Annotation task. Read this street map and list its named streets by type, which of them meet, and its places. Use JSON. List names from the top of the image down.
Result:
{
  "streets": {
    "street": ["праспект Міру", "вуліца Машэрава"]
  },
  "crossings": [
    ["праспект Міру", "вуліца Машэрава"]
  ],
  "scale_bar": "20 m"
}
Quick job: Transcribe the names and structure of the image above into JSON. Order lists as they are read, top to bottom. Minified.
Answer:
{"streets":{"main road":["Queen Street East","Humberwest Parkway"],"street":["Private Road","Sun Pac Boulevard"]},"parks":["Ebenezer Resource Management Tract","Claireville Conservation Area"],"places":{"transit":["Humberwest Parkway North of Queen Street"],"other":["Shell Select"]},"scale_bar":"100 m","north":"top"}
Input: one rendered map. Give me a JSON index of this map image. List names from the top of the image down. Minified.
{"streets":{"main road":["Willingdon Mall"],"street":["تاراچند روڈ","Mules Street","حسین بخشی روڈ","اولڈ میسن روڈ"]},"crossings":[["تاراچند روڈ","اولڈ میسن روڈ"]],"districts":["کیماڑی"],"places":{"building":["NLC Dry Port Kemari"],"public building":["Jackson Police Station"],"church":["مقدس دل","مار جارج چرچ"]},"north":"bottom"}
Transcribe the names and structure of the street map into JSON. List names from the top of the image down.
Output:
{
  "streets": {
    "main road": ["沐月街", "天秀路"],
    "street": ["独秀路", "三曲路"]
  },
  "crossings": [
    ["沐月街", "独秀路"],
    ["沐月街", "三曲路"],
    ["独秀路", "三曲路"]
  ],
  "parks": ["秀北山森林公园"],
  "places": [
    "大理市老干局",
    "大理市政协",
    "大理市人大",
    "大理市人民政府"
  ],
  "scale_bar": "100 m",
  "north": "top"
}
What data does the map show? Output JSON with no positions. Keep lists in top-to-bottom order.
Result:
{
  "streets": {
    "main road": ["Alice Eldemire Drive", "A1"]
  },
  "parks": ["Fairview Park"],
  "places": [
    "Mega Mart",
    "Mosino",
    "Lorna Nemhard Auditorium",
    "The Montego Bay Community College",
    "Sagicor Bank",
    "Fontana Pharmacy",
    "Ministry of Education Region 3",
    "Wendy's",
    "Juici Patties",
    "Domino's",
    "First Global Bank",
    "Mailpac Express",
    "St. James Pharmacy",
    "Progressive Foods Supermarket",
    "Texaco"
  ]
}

- - - -

**Requirement:** Where does "structure" appear in the listing? Show every line that has it.

**Solution to the problem:**
Quick job: Transcribe the names and structure of the image above into JSON. Order lists as they are read, top to bottom. Minified.
Transcribe the names and structure of the street map into JSON. List names from the top of the image down.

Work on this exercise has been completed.